Karnataka High Court

Karnataka High Court: M Nagprasanna, J., allowed the petition and quashed the impugned second show cause notice holding The University is at liberty to initiate proceedings against the petitioner under the Service Rules by following the procedures stipulated therein.

The petitioner presently working in the cadre of Professor at the Department of Economics in the University in this writ petition calls in question second show-cause notice dated 5-11-2020 seeking the petitioner to show cause as to why penalty of dismissal from service should not be imposed upon him based upon the report of Internal Complaints Committee as a complaint was lodged by a project student before the Karnataka State Commission for Women alleging sexual harassment by the petitioner while he was functioning as Chairman of Department of Economics

Counsel for the petitioners submitted that the impugned second show cause notice decides to dismiss the petitioner from service and a separate order places him under suspension. The proposal to dismiss the petitioner from service is on the basis of a report of the Committee, without holding any inquiry as required under the Service Rules, as the penalty of dismissal can be imposed only after following the procedure.

POSITION IN LAW: Pre- Legislation

The SC in judgment Vishaka v. State of Rajasthan, (1997) 6 SCC 241 stipulated certain guidelines that were required to be strictly observed in all work places and these directions would be binding until suitable legislation is enacted to occupy the field.

Further in Medha Kotwal Lele v. Union of India (2013) 1 SCC 297 it was observed that the directions given in Vishaka v. State of Rajasthan, (1997) 6 SCC 241 should not remain symbolic and in that light further directions were given.

POSITION IN LAW: Post-Legislation

[Relevant provisions of Sexual Harassment of Women at Workplace (Prevention, Prohibition and Redressal) Act, 2013]
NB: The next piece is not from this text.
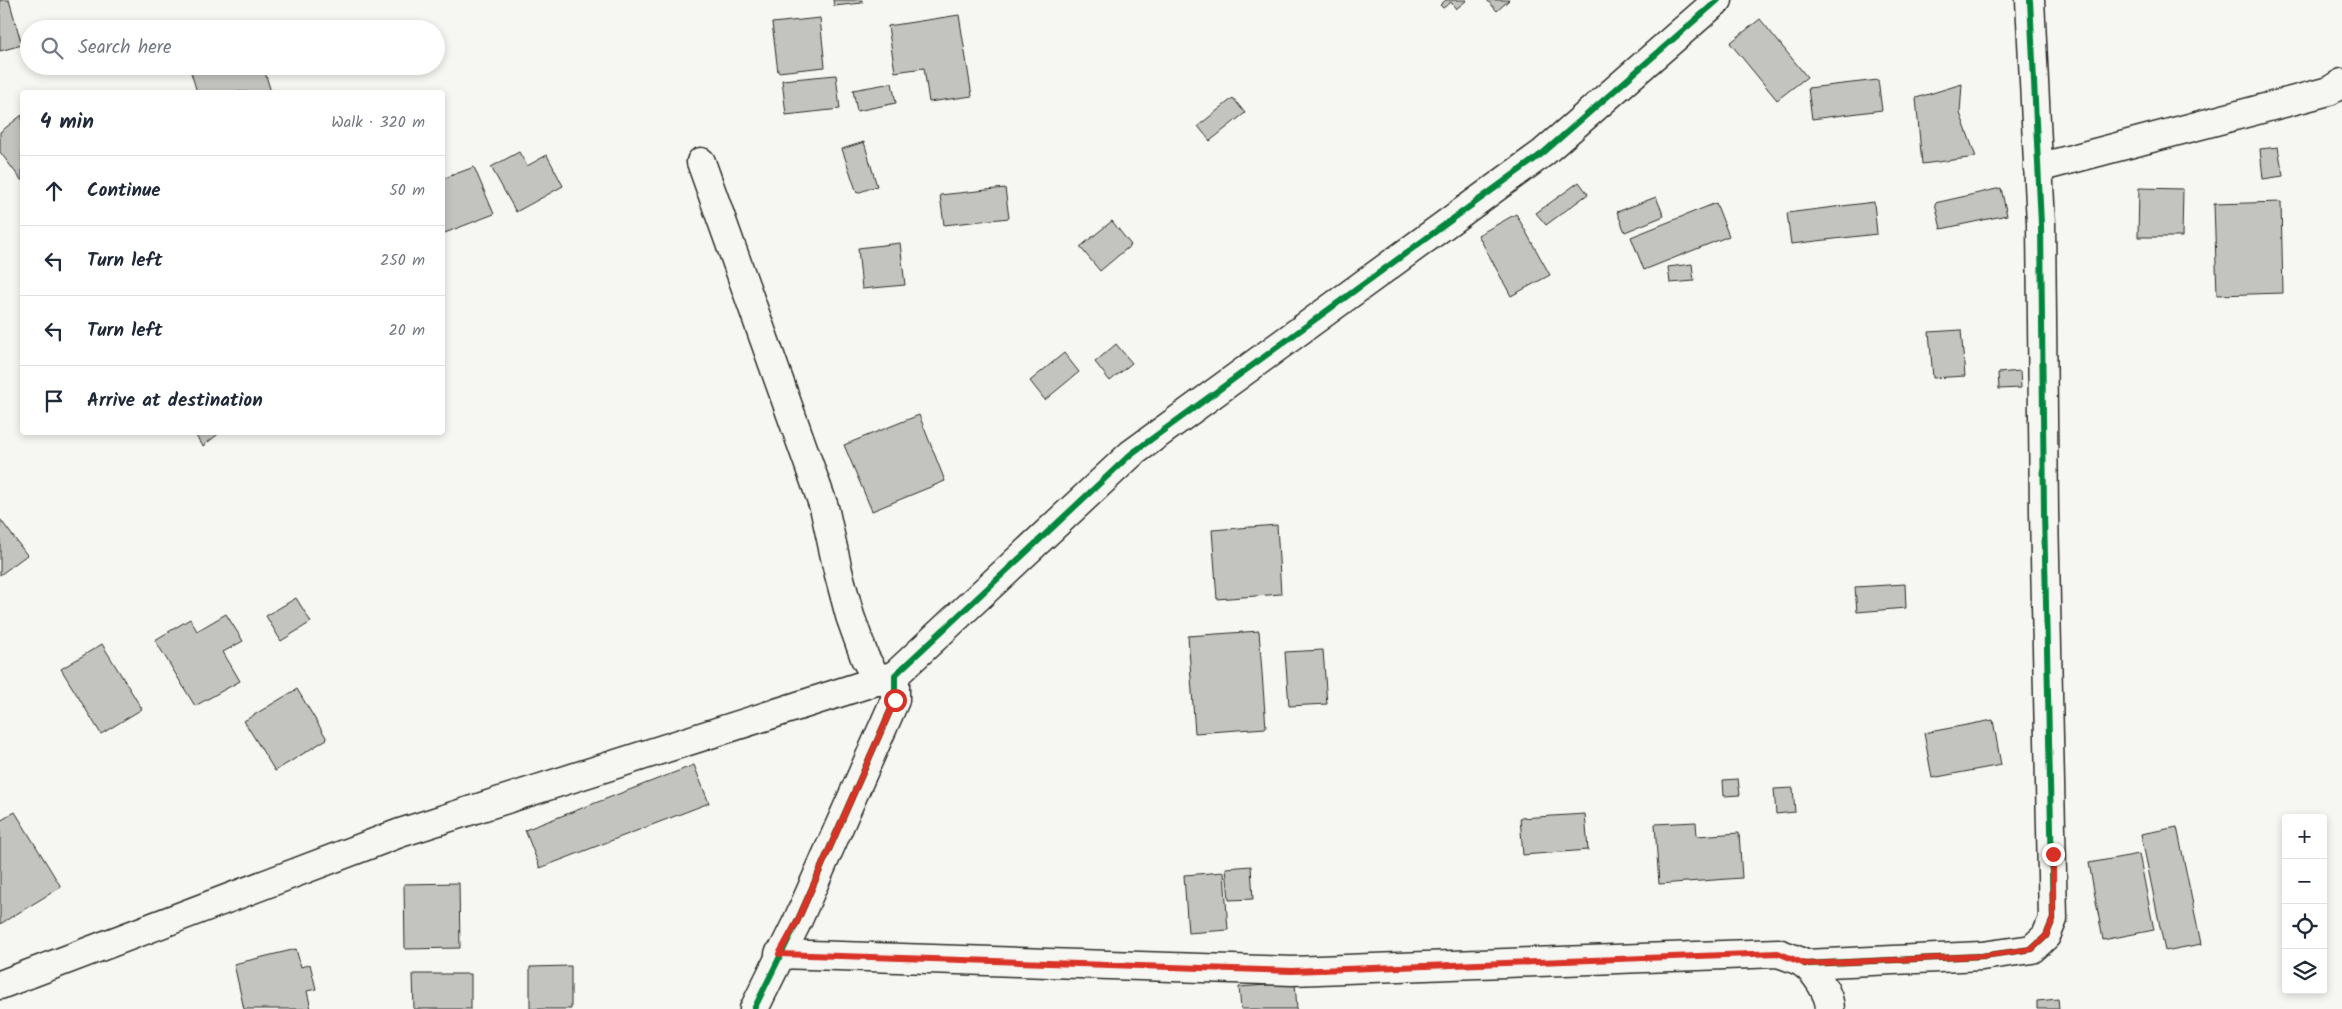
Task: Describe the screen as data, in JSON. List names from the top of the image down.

“…13(1) (3) Where the Internal Committee or the Local Committee, as the case may be, arrives at the conclusion that the allegation against the respondent has been proved, it shall recommend to the employer or the District Officer, as the case may be—

(i) to take action for sexual harassment as a misconduct in accordance with the provisions of the service rules applicable to the respondent or where no such service rules have been made, in such manner as may be prescribed;

  1. Every employer shall –

(i) treat sexual harassment as a misconduct under the service rules and initiate action for such misconduct.”

Observations

The Court observed that on a conjoint reading of the Sections 11, 13(3),13(4) and 19 of Sexual Harassment of Women at Workplace (Prevention, Prohibition and Redressal) Act along with Rule 7 and 9 of  Sexual Harassment of Women at Workplace (Prevention, Prohibition and Redressal) Rules, 2013 it emerges that where the Service Rules exist, the report of the Committee becomes a fact finding report or a preliminary report, with regard to the allegation of sexual harassment and the employer becomes duty bound to proceed under the Service Rules before imposing any major penalty.
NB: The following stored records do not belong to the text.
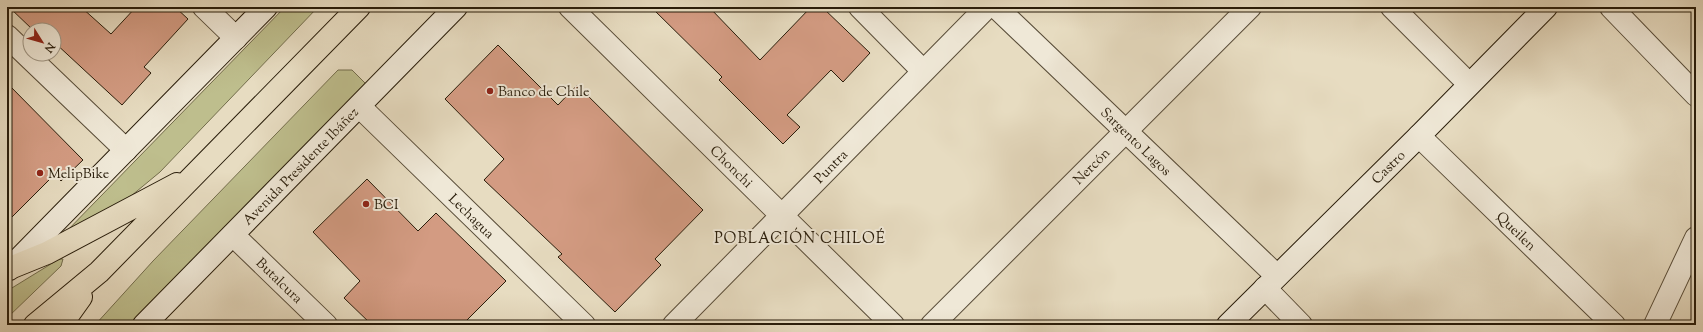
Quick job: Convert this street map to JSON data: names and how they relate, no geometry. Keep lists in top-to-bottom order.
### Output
{
  "streets": {
    "street": [
      "Sargento Lagos",
      "Avenida Presidente Ibáñez",
      "Chonchi",
      "Puntra",
      "Nercón",
      "Castro",
      "Lechagua",
      "Queilen",
      "Butalcura"
    ]
  },
  "crossings": [
    ["Sargento Lagos", "Nercón"],
    ["Sargento Lagos", "Castro"],
    ["Avenida Presidente Ibáñez", "Lechagua"],
    ["Avenida Presidente Ibáñez", "Butalcura"],
    ["Chonchi", "Puntra"],
    ["Castro", "Queilen"]
  ],
  "districts": ["POBLACIÓN CHILOÉ"],
  "places": ["Banco de Chile", "MelipBike", "BCI"],
  "north": "bottom right"
}
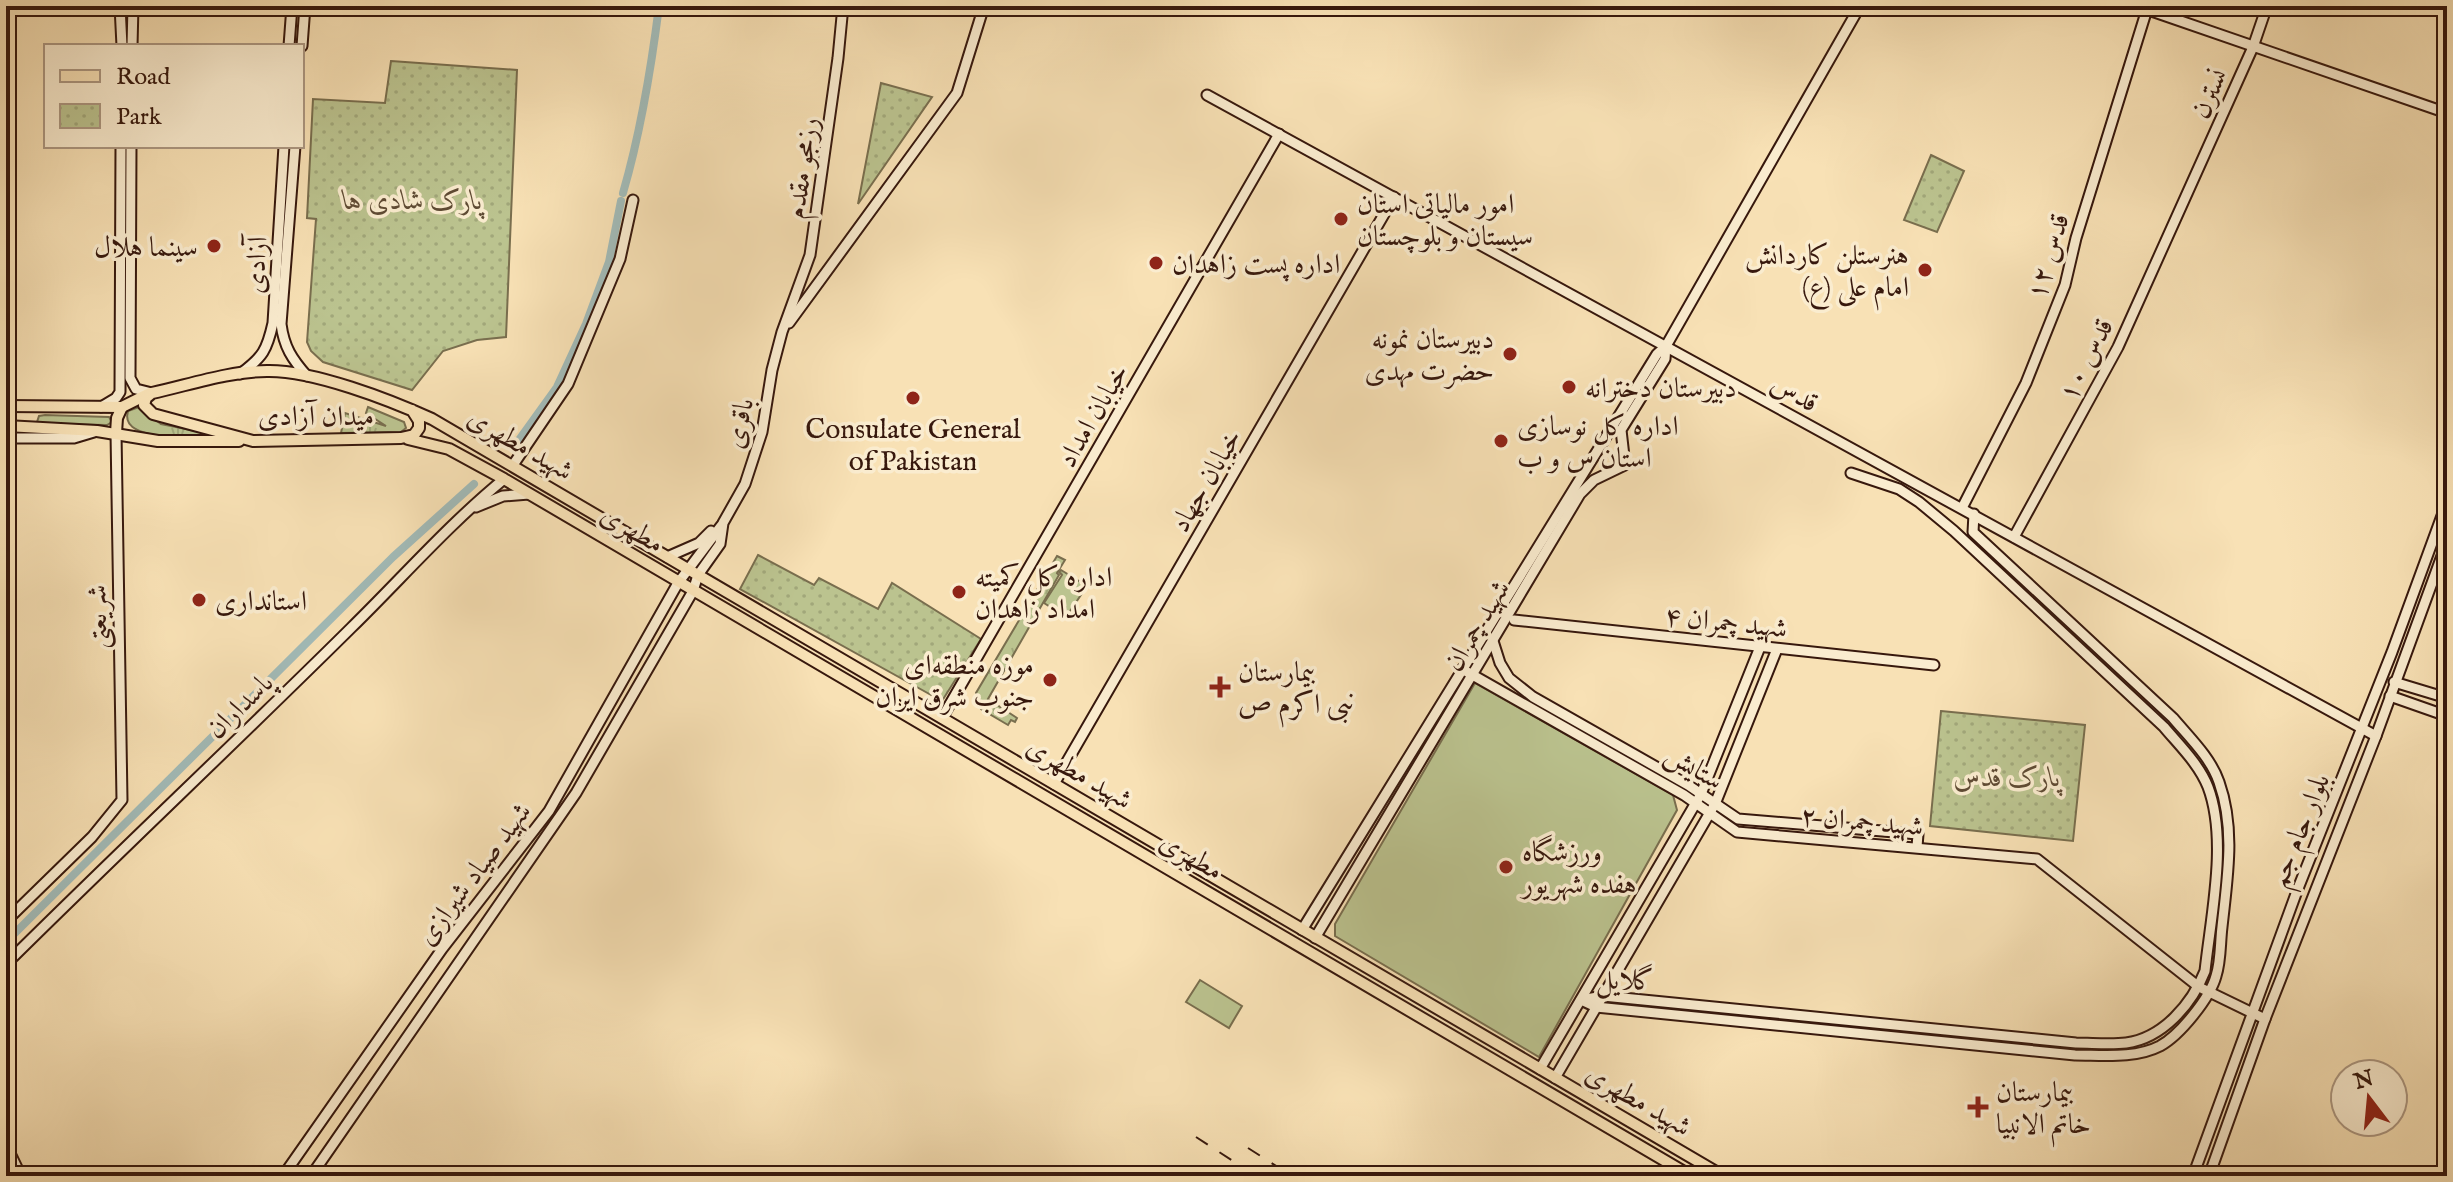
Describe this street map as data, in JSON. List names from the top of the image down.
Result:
{
  "streets": {
    "main road": ["میدان آزادی", "شهید مطهری", "مطهری"],
    "street": [
      "نسترن",
      "رزمجو مقدم",
      "قدس ۱۲",
      "آزادی",
      "قدس ۱۰",
      "قدس",
      "خیابان امداد",
      "باقری",
      "خیابان جهاد",
      "شریعتی",
      "شهید چمران ۴",
      "شهید چمران",
      "پاسداران",
      "ستایش",
      "شهید چمران ۲",
      "بلوار جام جم",
      "شهید صیاد شیرازی",
      "گلایل"
    ]
  },
  "crossings": [
    ["نسترن", "قدس ۱۰"],
    ["رزمجو مقدم", "باقری"],
    ["قدس ۱۲", "قدس"],
    ["آزادی", "میدان آزادی"],
    ["قدس ۱۰", "قدس"],
    ["قدس", "خیابان امداد"],
    ["قدس", "خیابان جهاد"],
    ["قدس", "شهید چمران"],
    ["قدس", "بلوار جام جم"],
    ["قدس", "گلایل"],
    ["میدان آزادی", "شهید مطهری"],
    ["خیابان امداد", "شهید مطهری"],
    ["باقری", "شهید مطهری"],
    ["باقری", "شهید صیاد شیرازی"],
    ["شهید مطهری", "خیابان جهاد"],
    ["شهید مطهری", "مطهری"],
    ["شهید مطهری", "شهید چمران"],
    ["شهید مطهری", "پاسداران"],
    ["شهید مطهری", "شهید صیاد شیرازی"],
    ["مطهری", "پاسداران"],
    ["مطهری", "شهید صیاد شیرازی"],
    ["شهید چمران", "ستایش"],
    ["ستایش", "شهید چمران ۲"],
    ["شهید چمران ۲", "بلوار جام جم"],
    ["شهید چمران ۲", "گلایل"]
  ],
  "parks": ["پارک شادی ها", "پارک قدس"],
  "places": {
    "other": [
      "امور مالیاتی استان سیستان و بلوچستان",
      "سینما هلال",
      "اداره پست زاهدان",
      "هنرستلن کاردانش امام علی (ع)",
      "دبیرستان نمونه حضرت مهدی",
      "دبیرستان دخترانه",
      "Consulate General of Pakistan",
      "اداره کل نوسازی استان س و ب",
      "اداره کل کمیته امداد زاهدان",
      "استانداری",
      "موزه منطقه‌ای جنوب شرق ایران",
      "ورزشگاه هفده شهریور"
    ],
    "health": ["بیمارستان نبی اکرم ص", "بیمارستان خاتم الانبیا"]
  },
  "legend": ["Road", "Park"],
  "north": "top"
}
The Court observed that there are no separate disciplinary Rules for these allegations, the Rules that are obtaining in the University which deal with imposition of penalty for any misconduct, are the Statutes Governing Classification, Control and Appeal Rules of Employees of Mangalore University

The Court observed that in terms of the Service Rules no penalty can be imposed against an employee except after following the procedure stipulated in terms of the Rules as aforeextracted. Dismissal from service is one of the major penalties depicted under Rule 7. Rule 11 deals with procedure for imposing penalties and begins with a non-obstante clause that no order imposing any of the major penalties specified in sub-rule 4(b) to 8 of which dismissal from service is a part, can be imposed, except after following the procedure stipulated under the aforesaid Rules. Rule 11-A deals with action on the Inquiry Report. These procedures have to be followed if an employee is to be imposed any of the penalties under the Rules. A reading of Section 9(i) of the Act in juxtaposition with the aforesaid Rules makes it unmistakably clear that the Act itself directs that the case of sexual harassment would be treated as misconduct under the Service Rules and action to be taken as such. If the Act directs it to be treated as misconduct under the Service Rules that will have to be dealt with under the Rules (supra) and procedure to be followed prior to imposition of such penalty as found in the Service Rules.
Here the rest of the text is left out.